Browsing Twitter this morning, two of my followers tweeted this link: here. I’d like to just go through it outlining why I think Dr Eamonn Butler is so wrong on this occasion, hopefully without getting too vitriolic, but you never know.
“I want to see the pay and conditions improve for the lowest-paid workers… But it is now obvious that the minimum wage is keeping out of work those – like younger people, unskilled workers, women and ethnic minorities – who need job opportunities the most.”
Really? You want to see pay improve AND scrap the minimum wage? As I understand it, the minimum wage was set up precisely to improve pay… how is it possible that scrapping it would be a Good Thing? The difference between £3.50 an hour to £5.25 is nothing to be scoffed at. And speaking as a young, unskilled female ethnic minority, you sound rather patronising.
“Of course, there is an economic downturn, so jobs are harder to get and unemployment is higher. But where is it highest? Yes, precisely among these groups.”
Excuse me if I’m being crass, but hasn’t unemployment always been highest among young, unskilled female ethnic minorities? How will scrapping the minimum wage change this?
“They (trade unions) wanted to elevate the entire wage scale by raising the wages of their lowest paid members.”
I think there’s a big difference between elevating the wage scale, and narrowing the pay gap. Just because you start paying your cleaner an extra £2 an hour, it does not follow that you have to increase the significantly higher salary of your CEO in line with this. Those bastard trade unions, doing what they can to improve the standard of living for workers.
“We can devise any number of costly New Deal programmes to help train up those who have few work skills. But where can you get the best possible training for a job? Yes, in a job.”
So what you’re saying is that employers can’t afford to employ people at the measly sum set by minimum wage, therefore lowering the minimum wage would mean that at least people who really wanted to work can do so for a few pennies. Right?

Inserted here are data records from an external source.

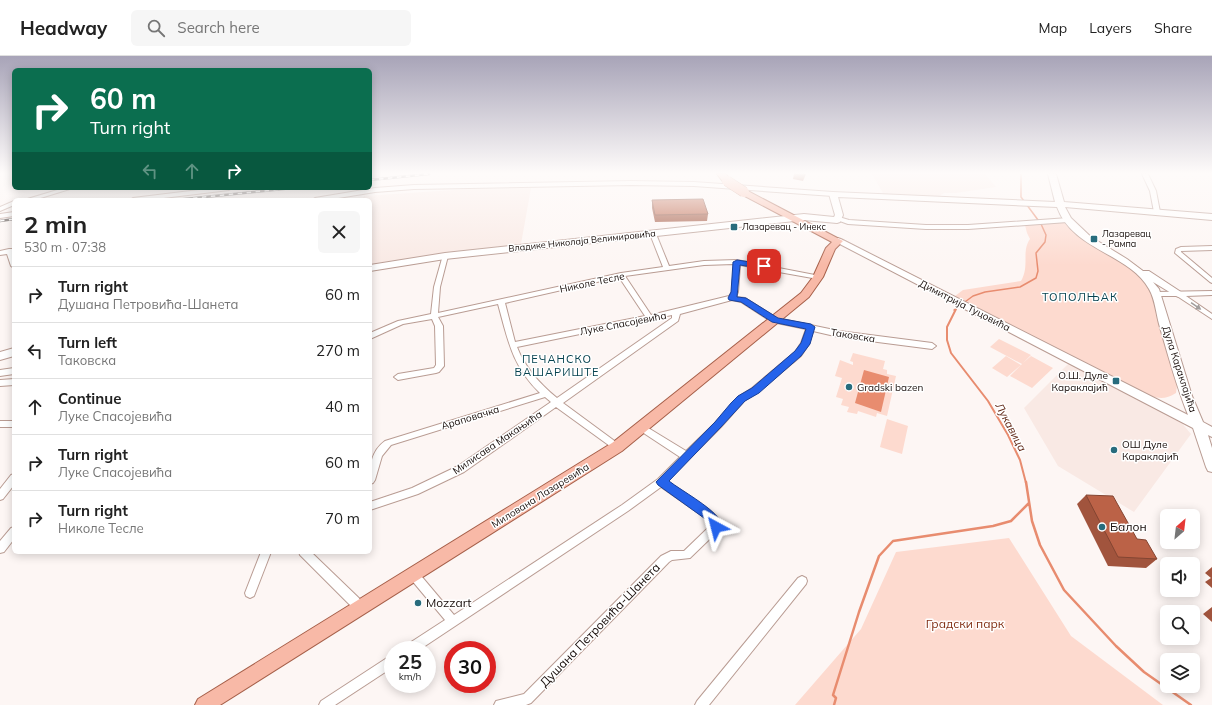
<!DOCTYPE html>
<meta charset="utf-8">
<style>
body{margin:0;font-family:Mulish,sans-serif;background:#f6f6f6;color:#222;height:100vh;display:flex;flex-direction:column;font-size:15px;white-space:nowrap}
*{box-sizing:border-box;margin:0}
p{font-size:13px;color:#767676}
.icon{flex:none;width:22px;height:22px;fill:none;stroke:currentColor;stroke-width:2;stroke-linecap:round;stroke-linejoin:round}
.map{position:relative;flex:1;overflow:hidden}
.details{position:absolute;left:12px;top:142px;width:360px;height:356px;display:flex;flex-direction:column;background:#fff;border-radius:6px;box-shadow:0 2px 10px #0003}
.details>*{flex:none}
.banner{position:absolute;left:12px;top:12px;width:360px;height:122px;border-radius:6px;box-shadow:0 2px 10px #0003;background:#0b6e4f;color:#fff;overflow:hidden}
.needle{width:26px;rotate:28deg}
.controls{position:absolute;left:1160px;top:453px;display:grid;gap:8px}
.controls a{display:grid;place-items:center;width:40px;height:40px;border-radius:6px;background:#fff;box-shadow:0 2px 10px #0003;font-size:20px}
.speed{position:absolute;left:384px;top:585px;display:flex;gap:8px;font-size:20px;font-weight:700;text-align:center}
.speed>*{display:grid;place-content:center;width:52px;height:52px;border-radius:50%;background:#fff;box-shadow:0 2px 10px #0003;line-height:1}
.speed small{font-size:10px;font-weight:400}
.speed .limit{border:6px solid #d22;background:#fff;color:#111}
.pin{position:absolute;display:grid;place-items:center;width:34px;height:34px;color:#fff;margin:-17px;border-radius:8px;box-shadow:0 2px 6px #0006}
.me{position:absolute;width:44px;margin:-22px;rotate:322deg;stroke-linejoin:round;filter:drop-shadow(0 0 3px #0008)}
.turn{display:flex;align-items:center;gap:14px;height:84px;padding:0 12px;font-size:18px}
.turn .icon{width:52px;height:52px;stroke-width:2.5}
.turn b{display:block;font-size:28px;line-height:34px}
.lanes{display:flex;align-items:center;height:38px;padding:0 12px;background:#0003;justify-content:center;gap:20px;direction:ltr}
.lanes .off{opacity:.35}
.round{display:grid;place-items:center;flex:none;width:42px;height:42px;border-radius:6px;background:#f6f6f6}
.overview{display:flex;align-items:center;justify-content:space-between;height:68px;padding:0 12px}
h1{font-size:24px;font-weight:700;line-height:30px}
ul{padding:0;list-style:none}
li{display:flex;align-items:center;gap:12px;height:56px;padding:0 12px;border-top:1px solid #e0e0e0}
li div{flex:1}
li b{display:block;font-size:15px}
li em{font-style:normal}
header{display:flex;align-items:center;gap:24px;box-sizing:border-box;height:56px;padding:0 20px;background:#fff;border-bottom:1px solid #e0e0e0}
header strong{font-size:19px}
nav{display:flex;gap:22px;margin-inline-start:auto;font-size:14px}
.search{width:280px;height:36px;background:#f6f6f6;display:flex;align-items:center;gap:10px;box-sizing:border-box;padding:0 14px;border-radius:6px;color:#767676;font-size:15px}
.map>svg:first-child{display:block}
.built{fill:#f9e9e4}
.green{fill:#fddacf}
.water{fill:#e88c6f}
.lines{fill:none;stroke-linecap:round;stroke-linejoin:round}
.stream-far2{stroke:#e88c6f;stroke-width:1.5}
.stream-far1{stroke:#e88c6f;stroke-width:2}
.stream{stroke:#e88c6f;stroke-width:2.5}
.street-casing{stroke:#b99c93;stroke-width:2}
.secondary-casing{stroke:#b99c93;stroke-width:2}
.primary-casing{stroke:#a65f49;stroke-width:2}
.street{fill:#fff;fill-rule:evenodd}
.secondary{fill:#fff;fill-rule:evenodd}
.primary{fill:#f8b9a7;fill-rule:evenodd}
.rail-casing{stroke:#483f3c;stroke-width:2.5}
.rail{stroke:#fff;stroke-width:1.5;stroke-dasharray:4.5;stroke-linecap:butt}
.primary-bridge-casing{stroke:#a65f49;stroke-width:11;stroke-linecap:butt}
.primary-bridge{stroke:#f8b9a7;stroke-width:10}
.wall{fill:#a1543d}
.building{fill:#bb6247;stroke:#834532}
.oneway{fill:#a29e9d}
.route{fill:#2563eb;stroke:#184099}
.poi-dot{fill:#286c7d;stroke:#fff;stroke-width:1.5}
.labels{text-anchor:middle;stroke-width:3;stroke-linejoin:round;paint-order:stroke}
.far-poi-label{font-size:9px;fill:#160c09;stroke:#fff;text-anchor:start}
.far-street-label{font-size:9px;fill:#160c09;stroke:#fff}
.street-label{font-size:10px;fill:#160c09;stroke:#fff}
.poi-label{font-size:10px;fill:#160c09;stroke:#fff;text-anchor:start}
.neighbourhood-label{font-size:11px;letter-spacing:1px;fill:#06424f;stroke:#fff}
.water-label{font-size:11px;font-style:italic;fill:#5c2210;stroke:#fff}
.near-poi-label{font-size:12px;fill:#160c09;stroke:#fff;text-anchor:start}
.near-park-label{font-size:12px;fill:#812e13;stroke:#fff}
.near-street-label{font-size:12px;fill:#160c09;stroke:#fff}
</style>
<header>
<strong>Headway</strong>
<div class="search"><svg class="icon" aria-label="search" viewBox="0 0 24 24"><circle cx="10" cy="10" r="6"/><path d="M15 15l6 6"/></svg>Search here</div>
<nav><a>Map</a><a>Layers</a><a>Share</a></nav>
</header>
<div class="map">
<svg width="1212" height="649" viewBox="0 0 1212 649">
<rect width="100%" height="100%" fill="#fdf6f4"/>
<path class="built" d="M872,118H985L996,131L956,137H944L938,141L884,139Z
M531,132L521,188L424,200L370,208V144H362L364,140L468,133Z
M1069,307L1180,365L1191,378L1134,456L1058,410L1024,352Z"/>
<path class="green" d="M1048,167H1066L1126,208L1139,219L1151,233L1177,330L1176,337C1164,345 1155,342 1142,337L955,240L963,234L1021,225C1030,209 1021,196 1030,183L1027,177L1025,169Z
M999,283L1031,299L1023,307L1031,300L1053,312L1032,332L1010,320L1022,308L990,291Z
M853,297L885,305L883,313L887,314V318L896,320L887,360L877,357L876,361L858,355L857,358L847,356L849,351L841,349L843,343L836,341L842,322L835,320L840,304L853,309V306L850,305Z
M1006,300L1021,309L1007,321L992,312Z
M887,363L908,370L902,398L880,391Z
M1009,482L1071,580L1163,649H795L861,573L896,496Z"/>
<path class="water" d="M864,314L889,321L881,356L855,347Z"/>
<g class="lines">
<path class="stream-far2" d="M954,254L973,240L985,236L1020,231L1036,222L1038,215L1036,197L1045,186L1046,179L1041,168L1021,141V118"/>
<path class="stream-far1" d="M956,253L947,271V284L951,297L988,345L1008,379L1020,404L1026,427"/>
<path class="stream" d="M1026,426L1032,465L1040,489L1064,534L1116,590L1144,616L1191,649
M834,649L836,642L833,639L859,556L879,500L893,485L993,470L1011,465L1029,447"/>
<defs>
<path id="street" d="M1142,118H1148L1156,135L1160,156L1159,157H1155L1154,156L1150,135Z
M631,125L694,126L833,136L836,138L833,140L694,130L631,129L414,133L375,136L326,144H312L315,142L375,132L414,129Z
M64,132H73L34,144H24Z
M215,132H232L229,134L147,144H130L133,142Z
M14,145V149L0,155V151Z
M14,156V160L0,162V158Z
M839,161L849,164L926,169H968L1068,162L1071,164L1068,166L968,173H926L848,168L837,164L836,163Z
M653,176L656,178L669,210L704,205L737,204L820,220L821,221L818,223L740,209L738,236L736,241L745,242L777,262L839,275L932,287L936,290L932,293L839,281L813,275L809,288L801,300L758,336L744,345L721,371L667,425C677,432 717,456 720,465C722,468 721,471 719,474L690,502L672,504L669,506L531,647L526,649H494L496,645L524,638L661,500L671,495H684L711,469V468L704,461L661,431L628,455L419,594H403L405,590L445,564L409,521L408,518L409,515L413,513L417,515L454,559L622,449L658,423L680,401L639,374L638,372L639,370H645L686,395L715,367L738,341L752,332L795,296L801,287L806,273L772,266L741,246L732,244L680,258L678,265L563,347L620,389L621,391L620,393L617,394L614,393L556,351L464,416L418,438L370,454V446L412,432L458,410L551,346L545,341L391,389L382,400L375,424L373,427L370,428C370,411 370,396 385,385L540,337C512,310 508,284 498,248L438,261L443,270L444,310L439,316L436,317L398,324L394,321L398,318L434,312L436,309L435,270L432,263L403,268L370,283V277L398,265L431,258L434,231L443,199L445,198L448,200L440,231L438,257L621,217L663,211L650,178ZM734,208L732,236L729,240L651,259L625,220L704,209ZM619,221L645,260L515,286L505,247ZM672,259V262L557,342C540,328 525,312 517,291Z
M1212,190V194L1181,195V196L1212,222V227L1210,226L1175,197L1176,193L1181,191Z
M9,193H14L13,197L14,212L11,210L7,198L0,199V195Z
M1212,235V239L1186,240L1212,258V263L1177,240H1156L1153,238L1156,236Z
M14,312V318L0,320V314Z
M14,323V329L0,330V324Z
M0,365H14V371H0Z
M14,418V429L3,443L0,444V433L11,419Z
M14,471V483L4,496L0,497V485L11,472Z
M261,496H271L254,540L250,542L246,540L245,537Z
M299,496H311L364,547L365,551L364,555L360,556L356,555L300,499Z
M802,520L806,522L807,525L806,528L709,649H695L697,645L798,522Z
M393,598V611L335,649H319L321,645Z"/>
<path id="secondary" d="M1048,118H1056L1064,146L1212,158V164L1065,151L1071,162L1091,181L1127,203L1143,215H1149L1184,238L1179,241L1176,240L1153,226L1159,233L1192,340L1203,366L1212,371V381L1208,379L1212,392V416L1208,415L1206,411L1193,372L834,185L838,182L841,183L1188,359C1176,329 1168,299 1159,268C1156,257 1155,243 1149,233C1129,197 1073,195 1057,151L838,141L843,159L840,166L837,167L804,164L445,203L370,215V209L445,197L804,158L834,161L835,159L829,138L833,136L1055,146Z
M14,292V300L0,304V296Z"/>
<path id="primary" d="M717,118H726L731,125L727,128L724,127Z
M744,133L843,185L835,193L823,221L809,241L622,395L220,649H195L198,643L612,387L801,237L813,221L826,192L832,186L741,138L740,136L741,134Z"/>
</defs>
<use href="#street" class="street-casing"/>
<use href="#secondary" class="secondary-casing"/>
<use href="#primary" class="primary-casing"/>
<use href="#street" class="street"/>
<use href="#secondary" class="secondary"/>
<use href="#primary" class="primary"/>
<defs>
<path id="rail" d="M370,124L429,118
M175,144L293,132
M0,165L14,163"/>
</defs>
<use href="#rail" class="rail-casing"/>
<use href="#rail" class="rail"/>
<defs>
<path id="primary-bridge" d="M727,125L744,136"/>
</defs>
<use href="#primary-bridge" class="primary-bridge-casing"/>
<use href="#primary-bridge" class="primary-bridge"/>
</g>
<path class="wall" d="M794,118H806L803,125L793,123Z
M652,144L708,158L707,165L655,166L652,152Z
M1086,439L1137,483L1157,503L1146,512L1108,510L1077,448Z
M1212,511V532L1205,526L1211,522L1205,517Z
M1212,551V566L1203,558Z"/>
<path class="building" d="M794,118H805L804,120Z
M703,143L708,158L655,159L652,144Z
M1086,439L1113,440L1137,483L1146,484L1157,503L1118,501Z"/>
<defs><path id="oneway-solid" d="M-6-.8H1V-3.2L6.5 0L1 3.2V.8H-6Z"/></defs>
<use class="oneway" href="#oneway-solid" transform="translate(1196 250) rotate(35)"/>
<linearGradient id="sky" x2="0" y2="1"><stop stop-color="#a8a4b8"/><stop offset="0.56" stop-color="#fefbfa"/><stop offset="1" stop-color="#fefbfa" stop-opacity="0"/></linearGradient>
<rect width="1212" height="209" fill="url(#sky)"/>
<path class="route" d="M737,204L764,208L768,210L764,213L740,209L737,241L746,242L778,262L811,268L815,271L810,288L801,300L759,337L745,345L721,371L669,425C682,435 710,450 719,463C722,466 722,471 720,474L716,476L712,474L710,468L704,462L658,429L656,426L715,366L731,347L738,340L752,332L795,295L801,287L806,273L772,266L741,246L729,244L728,242L731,236L733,206Z"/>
<g class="poi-dot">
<rect x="730" y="167" width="8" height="8" rx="2"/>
<rect x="1090" y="179" width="8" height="8" rx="2"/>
<rect x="1112" y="321" width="8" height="8" rx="2"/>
<circle cx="849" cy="331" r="4"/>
<circle cx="1114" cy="394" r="4"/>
<circle cx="1102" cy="471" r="4"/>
<circle cx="418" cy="547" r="4"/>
</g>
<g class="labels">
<g class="far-poi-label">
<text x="742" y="174">Лазаревац - Инекс</text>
<text x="1102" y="181">Лазаревац<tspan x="1102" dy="10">- Рампа</tspan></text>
</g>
<g class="far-street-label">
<text transform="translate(582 185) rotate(-6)" y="3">Владике Николаја Велимировића</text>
</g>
<g class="street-label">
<text transform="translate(592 226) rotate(-12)" y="4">Николе Тесле</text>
<text transform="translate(965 249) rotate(27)" y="4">Димитрија Туцовића</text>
<text transform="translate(623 267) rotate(-11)" y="4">Луке Спасојевића</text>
<text transform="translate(853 279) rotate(9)" y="4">Таковска</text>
<text transform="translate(1180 313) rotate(72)" y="4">Дула Караклајића</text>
<text transform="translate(470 361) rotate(-17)" y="4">Араповачка</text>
<text transform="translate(497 386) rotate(-34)" y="4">Милисава Макањића</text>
<text transform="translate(540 439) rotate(-32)" y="4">Милована Лазаревића</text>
</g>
<g class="poi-label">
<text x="1108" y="323" text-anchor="end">О.Ш. Дуле<tspan x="1108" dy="12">Караклајић</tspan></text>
<text x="857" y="335">Gradski bazen</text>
<text x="1122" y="392">ОШ Дуле<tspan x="1122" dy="12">Караклајић</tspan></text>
</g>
<g class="neighbourhood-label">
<text x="1080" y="245">ТОПОЛЊАК</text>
<text x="557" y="307">ПЕЧАНСКО<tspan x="557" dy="13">ВАШАРИШТЕ</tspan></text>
</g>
<g class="water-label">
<text transform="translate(1011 371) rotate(62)" y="4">Лукавица</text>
</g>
<g class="near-poi-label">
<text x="1110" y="475">Балон</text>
<text x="426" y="551">Mozzart</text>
</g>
<g class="near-park-label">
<text x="965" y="572">Градски парк</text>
</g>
<g class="near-street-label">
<text transform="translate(600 569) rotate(-46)" y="4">Душана Петровића-Шанета</text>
</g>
</g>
</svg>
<div class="controls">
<a><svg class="needle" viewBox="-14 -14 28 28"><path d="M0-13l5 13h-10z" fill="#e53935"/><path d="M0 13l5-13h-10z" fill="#767676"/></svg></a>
<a><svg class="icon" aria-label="sound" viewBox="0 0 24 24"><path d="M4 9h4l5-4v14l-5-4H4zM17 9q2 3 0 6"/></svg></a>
<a><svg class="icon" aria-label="search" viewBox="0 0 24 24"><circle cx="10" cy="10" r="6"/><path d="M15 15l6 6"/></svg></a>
<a><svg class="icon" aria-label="layers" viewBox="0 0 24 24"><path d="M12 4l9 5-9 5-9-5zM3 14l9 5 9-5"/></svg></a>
</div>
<div class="speed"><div>25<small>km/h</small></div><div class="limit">30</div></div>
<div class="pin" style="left:764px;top:210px;background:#d93025"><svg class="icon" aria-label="arrive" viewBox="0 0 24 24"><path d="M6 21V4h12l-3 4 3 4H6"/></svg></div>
<svg class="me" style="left:716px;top:471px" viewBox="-20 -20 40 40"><path d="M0-17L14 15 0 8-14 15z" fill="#2563eb" stroke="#fff" stroke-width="4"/></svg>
<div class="banner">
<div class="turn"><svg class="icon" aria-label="right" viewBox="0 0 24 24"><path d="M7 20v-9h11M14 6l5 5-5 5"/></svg><div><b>60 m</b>Turn right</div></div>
<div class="lanes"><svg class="icon off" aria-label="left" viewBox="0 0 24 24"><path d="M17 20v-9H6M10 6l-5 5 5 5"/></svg><svg class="icon off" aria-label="ahead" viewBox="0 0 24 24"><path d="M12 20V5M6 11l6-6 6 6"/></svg><svg class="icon" aria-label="right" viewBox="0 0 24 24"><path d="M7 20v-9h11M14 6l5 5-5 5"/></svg></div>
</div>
<section class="details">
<div class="overview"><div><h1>2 min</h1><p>530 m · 07:38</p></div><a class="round"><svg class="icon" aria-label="close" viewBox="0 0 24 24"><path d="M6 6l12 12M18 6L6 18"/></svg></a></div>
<ul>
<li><svg class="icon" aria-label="right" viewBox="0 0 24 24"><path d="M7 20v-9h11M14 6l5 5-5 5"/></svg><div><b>Turn right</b><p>Душана Петровића-Шанета</p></div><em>60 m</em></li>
<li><svg class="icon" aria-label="left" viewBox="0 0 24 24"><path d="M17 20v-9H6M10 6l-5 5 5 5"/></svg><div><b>Turn left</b><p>Таковска</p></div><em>270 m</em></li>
<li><svg class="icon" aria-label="ahead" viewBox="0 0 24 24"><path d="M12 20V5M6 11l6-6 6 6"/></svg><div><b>Continue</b><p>Луке Спасојевића</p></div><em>40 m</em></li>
<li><svg class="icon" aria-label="right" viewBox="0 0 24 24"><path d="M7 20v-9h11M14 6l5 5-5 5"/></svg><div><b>Turn right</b><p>Луке Спасојевића</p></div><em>60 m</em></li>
<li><svg class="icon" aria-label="right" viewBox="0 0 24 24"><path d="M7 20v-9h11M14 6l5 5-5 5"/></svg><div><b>Turn right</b><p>Николе Тесле</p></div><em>70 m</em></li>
</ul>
</section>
</div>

Wrong. What you’d end up with is a lot of people working AND claiming benefits to make up the difference. In South London, where I live, to qualify for income support and housing benefits, you have to be on £16k a year. Is that a good thing? Yes, more people are getting experience, but the government is still having to subsidise it. Surely it’s better all round to close the pay gap, than ignore it completely? Also, it’s putting rather a lot of trust in employers to employ more people at whatever rate they can get away with, rather than just valuing a fellow human being by ensuring that they can afford to feed themselves and, heaven forbid, keep a roof over their head.
Minimum wage is just over £10k (depending on your age and location I think). Try living on less than this after tax. Go on, I dare you.